Yesterday we had the pleasure of visiting The Frick Collection, which, if you don't already know, contains steel magnate Henry Clay Frick's art collection, all housed inside of his East 70th Street mansion (inspiration for the Avengers mansion!). The home was designed by Thomas Hastings and was constructed in 1913, though in the 1930s was altered by John Russell Pope to ready it for use as a public institution. While the public spaces of the mansion are enough to give anyone real estate envy... what we were interested in was what was behind closed doors. With an old home like this you know there are some secret spots—click through to see what we found during our visit. And below, some fun facts we learned during our journey:

  • Helen Clay, Frick's daughter, was the one to erect a library on the vacant lot next door (6-8 East 71st Street) to catalogue her father's collection. For a time, she housed this in the bowling alley due to lack of space.

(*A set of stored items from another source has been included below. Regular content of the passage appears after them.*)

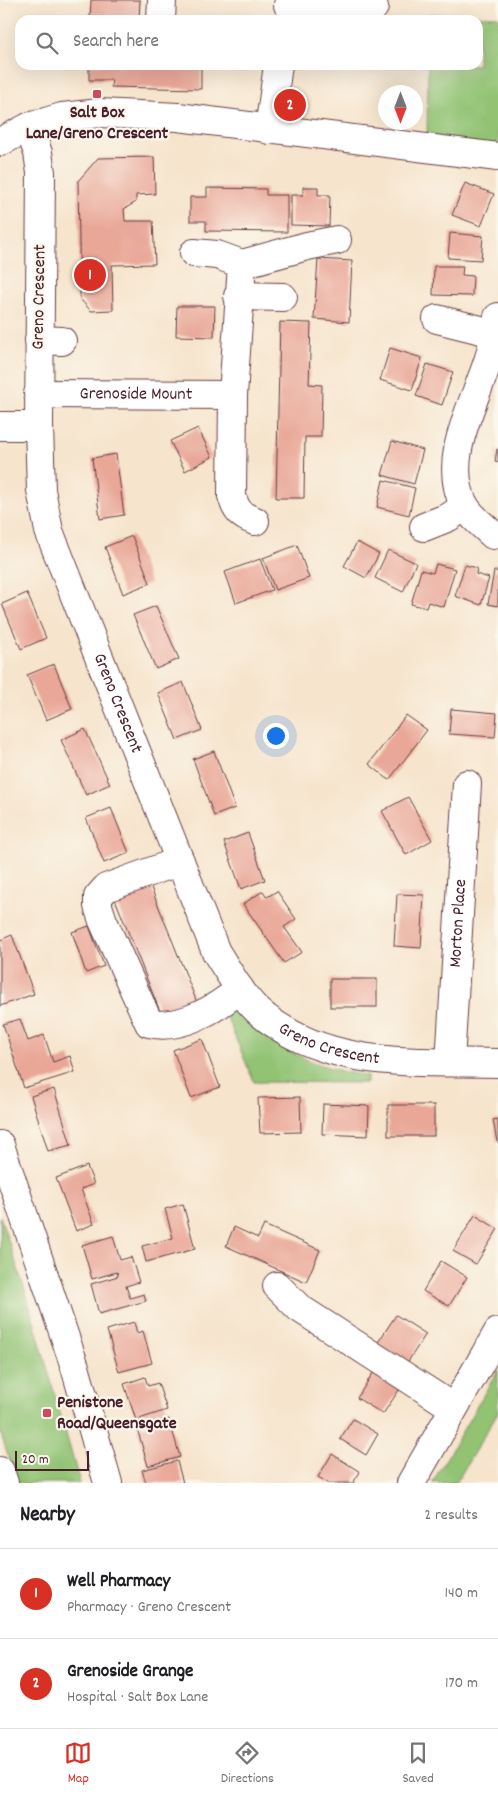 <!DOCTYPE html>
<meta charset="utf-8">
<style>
body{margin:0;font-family:Dekko,sans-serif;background:#f6f6f6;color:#202124}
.compass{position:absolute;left:378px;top:85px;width:45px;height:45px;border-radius:50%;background:#fff;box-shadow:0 5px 20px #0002;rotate:180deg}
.scale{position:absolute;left:15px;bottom:12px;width:74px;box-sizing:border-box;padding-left:5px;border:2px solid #4a1f2b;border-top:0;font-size:14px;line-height:18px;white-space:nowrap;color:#4a1f2b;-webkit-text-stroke:4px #fbf7ec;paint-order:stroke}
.you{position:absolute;left:275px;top:735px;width:18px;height:18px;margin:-12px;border:4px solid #fff;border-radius:50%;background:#1a73e8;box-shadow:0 0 0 8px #1a73e833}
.badge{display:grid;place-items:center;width:32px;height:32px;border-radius:50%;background:#d93025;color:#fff;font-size:16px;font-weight:700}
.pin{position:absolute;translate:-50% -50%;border:2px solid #fff;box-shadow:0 1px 5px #0006}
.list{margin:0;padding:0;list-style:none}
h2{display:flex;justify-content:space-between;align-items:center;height:65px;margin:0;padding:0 20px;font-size:21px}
h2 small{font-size:16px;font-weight:400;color:#757577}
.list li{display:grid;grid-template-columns:32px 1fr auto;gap:15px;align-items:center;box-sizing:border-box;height:90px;padding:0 20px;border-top:1px solid #e0e0e0}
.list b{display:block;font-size:19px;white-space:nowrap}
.list p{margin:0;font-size:16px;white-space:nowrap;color:#757577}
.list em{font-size:16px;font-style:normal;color:#757577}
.icon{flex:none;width:28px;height:28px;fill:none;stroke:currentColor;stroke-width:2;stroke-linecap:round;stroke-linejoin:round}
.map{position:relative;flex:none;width:498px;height:1483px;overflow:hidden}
.search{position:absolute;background:#fff;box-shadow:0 5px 20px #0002;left:15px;right:15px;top:15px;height:55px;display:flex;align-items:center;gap:12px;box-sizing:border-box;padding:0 18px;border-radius:15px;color:#757577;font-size:19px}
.sheet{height:245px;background:#fff}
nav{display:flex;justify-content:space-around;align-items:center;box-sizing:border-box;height:70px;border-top:1px solid #e0e0e0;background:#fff;font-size:14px;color:#757577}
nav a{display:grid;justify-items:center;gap:2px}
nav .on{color:#d93025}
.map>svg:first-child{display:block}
.green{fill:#91c373;stroke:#6e714f}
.building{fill:#e9a798}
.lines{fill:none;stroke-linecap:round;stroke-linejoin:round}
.minor-casing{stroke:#643d43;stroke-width:30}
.highway-casing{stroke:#643d43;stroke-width:30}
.minor{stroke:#fff;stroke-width:28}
.highway{stroke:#fff;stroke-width:28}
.poi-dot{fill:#d1495b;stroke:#fbf7ec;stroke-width:2}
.labels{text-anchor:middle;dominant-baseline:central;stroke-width:4.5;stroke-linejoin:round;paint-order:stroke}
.poi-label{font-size:18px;font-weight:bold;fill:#4a1f2b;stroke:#fbf7ec}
.street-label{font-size:18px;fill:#4a1f2b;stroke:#fbf7ec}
</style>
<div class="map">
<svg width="498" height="1483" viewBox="0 0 498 1483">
<rect width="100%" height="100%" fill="#fbf7ec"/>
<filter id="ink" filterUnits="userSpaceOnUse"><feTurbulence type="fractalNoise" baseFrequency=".02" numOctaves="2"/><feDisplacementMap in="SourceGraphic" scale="10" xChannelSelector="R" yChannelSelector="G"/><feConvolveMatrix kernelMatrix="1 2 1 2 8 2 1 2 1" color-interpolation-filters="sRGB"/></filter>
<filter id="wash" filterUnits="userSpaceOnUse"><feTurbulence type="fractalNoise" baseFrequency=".0096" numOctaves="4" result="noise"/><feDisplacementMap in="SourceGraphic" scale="20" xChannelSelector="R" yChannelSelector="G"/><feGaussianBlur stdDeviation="1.12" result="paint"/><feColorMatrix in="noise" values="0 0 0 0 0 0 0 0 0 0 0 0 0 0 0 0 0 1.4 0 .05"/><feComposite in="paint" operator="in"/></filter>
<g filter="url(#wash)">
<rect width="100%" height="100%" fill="#f6e4cc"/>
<g class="green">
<path d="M429,14L498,16V147L427,135L428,65H478V20H429Z"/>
<path d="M237,1010C243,1016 249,1025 256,1030C287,1055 328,1070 367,1076V1083L254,1082L225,1013Z"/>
<path d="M0,1216L25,1290L80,1483H17L0,1431Z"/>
<path d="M498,1370V1412L456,1483H432Z"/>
</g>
<g id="blocks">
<g class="building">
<path d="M91,0H140L139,20H90Z"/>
<path d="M89,65H201V89L111,87L112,80H89Z"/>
<path d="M154,157L155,194L136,195V202L124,209L125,221H153L155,264L112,265L113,310L91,311L80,299L78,181L98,158Z"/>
<path d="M465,183L494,194L481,226L452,215Z"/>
<path d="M303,187H318V195H330L329,226L291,225V195H303Z"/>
<path d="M207,188L266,189V195H287V232L206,231V221H190V197H207Z"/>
<path d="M450,233L483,236L481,260L448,258Z"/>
<path d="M318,259L352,261L349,322L314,319Z"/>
<path d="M434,266H463L462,275L473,276L472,296L433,295Z"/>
<path d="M177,306H215L214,337L176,336Z"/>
<path d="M280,322L311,323L309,384L322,385L321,437H305L304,498H276Z"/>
<path d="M390,348L422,358L412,390L380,380Z"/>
<path d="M427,364L453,372L442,405L416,396Z"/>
<path d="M198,428L212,457L185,471L170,441Z"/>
<path d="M392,441L423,450L414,484L382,475Z"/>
<path d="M497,449H498V462L495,461Z"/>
<path d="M116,454L124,515L100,519L92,458Z"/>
<path d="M383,480L415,488L409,515L377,507Z"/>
<path d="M132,536L150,583L123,594L105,547Z"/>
<path d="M357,542L379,554L366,578L344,566Z"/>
<path d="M297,545L309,578L275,590L263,558Z"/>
<path d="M388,550L416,563L403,592L375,578Z"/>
<path d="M260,559L272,590L236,603L225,572Z"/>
<path d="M436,564L455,569L444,607L428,602L426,608L411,604L421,570L433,573Z"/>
<path d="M465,565L477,568L476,574L489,578L481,605L455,596Z"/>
<path d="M494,571H498V606L488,604Z"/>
<path d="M27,593L46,638L21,649L2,604Z"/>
<path d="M156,606L179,659L156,669L133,615Z"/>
<path d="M54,664L72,709L46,720L27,675Z"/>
<path d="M183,682L202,730L177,740L158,693Z"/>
<path d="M451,709L497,713L495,737L449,734Z"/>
<path d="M406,715L427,730L389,780L369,764Z"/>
<path d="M85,729L110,784L86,795L61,740Z"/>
<path d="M214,751L235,808L214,816L193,759Z"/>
<path d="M408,797L432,840L406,855L382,811Z"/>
<path d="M111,808L129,853L104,863L86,818Z"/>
<path d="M248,833L265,880L241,889L224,842Z"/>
<path d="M148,880L198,1005L163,1019L113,894Z"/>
<path d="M263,891L267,897L277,891L296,919L284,927L302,952L284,963L243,904Z"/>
<path d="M397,894L424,895L421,948L394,946Z"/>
<path d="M89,926L104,966L86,973L72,932Z"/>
<path d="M12,935L34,994L0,1006V940Z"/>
<rect x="330" y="979" width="47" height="28"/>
<path d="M20,1019L28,1041L44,1035L53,1062L70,1056L75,1072L24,1088L3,1024Z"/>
<path d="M202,1039L220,1087L191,1098L173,1050Z"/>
<path d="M54,1089L71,1145L48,1151L31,1096Z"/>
<path d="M300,1097L301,1132L260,1133L258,1098Z"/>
<path d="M323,1104L369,1106L368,1136L322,1134Z"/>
<rect x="388" y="1105" width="46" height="31"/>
<path d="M498,1119V1142H497L493,1120Z"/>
<path d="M87,1166L94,1184L81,1189L94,1224L76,1231L56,1178Z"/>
<path d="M183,1204L195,1249L146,1262L142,1246L173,1238L165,1209Z"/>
<path d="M475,1215L498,1229L476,1264L453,1251Z"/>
<path d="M264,1225L320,1250L306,1282L226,1246L234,1227L258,1238Z"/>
<path d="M113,1236L120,1260L131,1257L139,1282L126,1286L130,1298L144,1294L146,1301L99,1314L91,1284L118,1276L117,1272L92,1279L82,1245Z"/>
<path d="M441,1261L467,1277L449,1306L423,1291Z"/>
<path d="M396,1315L426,1334L405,1366L375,1347Z"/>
<path d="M134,1322L137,1333L143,1331L152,1363L119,1372L107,1330Z"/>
<path d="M377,1367L403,1384L383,1414L357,1398Z"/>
<path d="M145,1377L148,1386L158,1383L167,1410L136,1420L124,1384Z"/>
<path d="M169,1419L180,1457L148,1466L137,1428Z"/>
<path d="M353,1419L378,1434L366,1455L340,1439Z"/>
<path d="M332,1454L360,1472L353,1483H328L318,1477Z"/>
<path d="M177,1461L183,1483H146L142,1470Z"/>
</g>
</g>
</g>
<g filter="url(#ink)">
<use href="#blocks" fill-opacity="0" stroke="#643d43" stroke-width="1"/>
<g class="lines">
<defs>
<g id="minor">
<path d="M288,5L374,7"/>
<path d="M161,20L162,0"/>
<path id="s1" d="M29,127L38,153L41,173L39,426L41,490L49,531L216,952C229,972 241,995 258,1011C325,1070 416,1061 498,1063"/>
<path d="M269,130L278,65"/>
<path d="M0,142L29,127L62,117L100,113L178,117L498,157"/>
<path d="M194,253L217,255L242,264L307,246L337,240"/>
<path d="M242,264L233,395L232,496C236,511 241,516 255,521"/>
<path d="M238,296L283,297"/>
<path d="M437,319L493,333"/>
<path d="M39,340L62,341"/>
<path id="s2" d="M38,394L233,395"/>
<path d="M0,426H39"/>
<path d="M424,527L449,517L465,506"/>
<path d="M493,535C484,526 470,516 464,505C441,458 474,405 488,361C493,347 494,331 498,317"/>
<path d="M180,861L106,888L98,897V906L103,921L149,1023C180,1031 217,1008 240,989"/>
<path id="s3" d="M450,1062L467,784"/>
<path d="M277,1286L299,1308L454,1408"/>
<path d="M0,1471L4,1483"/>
<path d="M411,1483L498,1332"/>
</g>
<path id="highway" d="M0,1145L75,1367L108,1483"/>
</defs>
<use href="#minor" class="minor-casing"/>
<use href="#highway" class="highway-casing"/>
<use href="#minor" class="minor"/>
<use href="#highway" class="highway"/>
</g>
</g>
<g class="poi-dot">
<rect x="92" y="89" width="10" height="10" rx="2.5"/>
<rect x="42" y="1408" width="10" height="10" rx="2.5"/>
</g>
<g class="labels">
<g class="poi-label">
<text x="97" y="113">Salt Box<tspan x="97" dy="21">Lane/Greno Crescent</tspan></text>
<text x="57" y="1403" text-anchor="start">Penistone<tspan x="57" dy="21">Road/Queensgate</tspan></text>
</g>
<g class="street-label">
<text transform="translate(40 297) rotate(-89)">Greno Crescent</text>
<text stroke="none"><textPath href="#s2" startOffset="98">Grenoside Mount</textPath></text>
<text stroke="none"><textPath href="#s1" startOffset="592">Greno Crescent</textPath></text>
<text stroke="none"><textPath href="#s3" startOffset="139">Morton Place</textPath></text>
<text stroke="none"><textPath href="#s1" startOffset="1012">Greno Crescent</textPath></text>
</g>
</g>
</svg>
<svg class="compass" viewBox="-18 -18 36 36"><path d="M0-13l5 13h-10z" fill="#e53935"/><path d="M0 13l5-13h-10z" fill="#757577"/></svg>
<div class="scale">20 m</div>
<div class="you"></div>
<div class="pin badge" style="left:90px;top:275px">1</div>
<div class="pin badge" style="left:290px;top:105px">2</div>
<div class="search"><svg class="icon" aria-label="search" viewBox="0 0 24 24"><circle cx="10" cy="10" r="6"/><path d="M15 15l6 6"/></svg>Search here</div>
</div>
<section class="sheet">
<h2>Nearby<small>2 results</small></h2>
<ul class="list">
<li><span class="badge">1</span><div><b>Well Pharmacy</b><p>Pharmacy · Greno Crescent</p></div><em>140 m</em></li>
<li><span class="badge">2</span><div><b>Grenoside Grange</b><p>Hospital · Salt Box Lane</p></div><em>170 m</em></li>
</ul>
</section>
<nav>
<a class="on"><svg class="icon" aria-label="map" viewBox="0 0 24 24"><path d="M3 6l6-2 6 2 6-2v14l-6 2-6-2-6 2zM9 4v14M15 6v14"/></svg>Map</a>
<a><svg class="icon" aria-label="directions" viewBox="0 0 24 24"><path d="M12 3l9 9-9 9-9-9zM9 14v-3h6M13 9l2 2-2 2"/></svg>Directions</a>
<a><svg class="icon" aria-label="saved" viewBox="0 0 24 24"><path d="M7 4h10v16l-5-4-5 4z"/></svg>Saved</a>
</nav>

  • The bowling balls have since been replaced from ones Frick himself used, which had just two holes for fingers, and were significantly heavier than today's standard balls. (More on the bowling alley in The Frick's members magazine, which we've included in the image gallery.)
  • In case you were wondering, no, this is not the bowling alley that was used in There Will Be Blood.
  • H.C. Frick and his wife were supposed to be on the Titanic (something that has been confirmed throughout the years), but his wife twisted her ankle and they stayed abroad for a few more days. If he had boarded the ship, there would be no Frick mansion today!
  • For the most part, the paintings in the galleries are arranged in the way Frick wanted his visitors to see them.
  • The fountain room at The Frick may be the most photographed public space in the museum, but that feature (with its sunken pool) wasn't there when Frick was alive. Before he died it was an outdoor driveway (which did contain a smaller water feature).
  • There are no ghosts at The Frick! Although, we were told this when we didn't even ask, so perhaps our host was protesting a bit too much?

And in more current events: they are in the process of adding a sculpture gallery, which will have glass walls opening on to the garden to let in light. Currently there are no plans to open the garden up, however.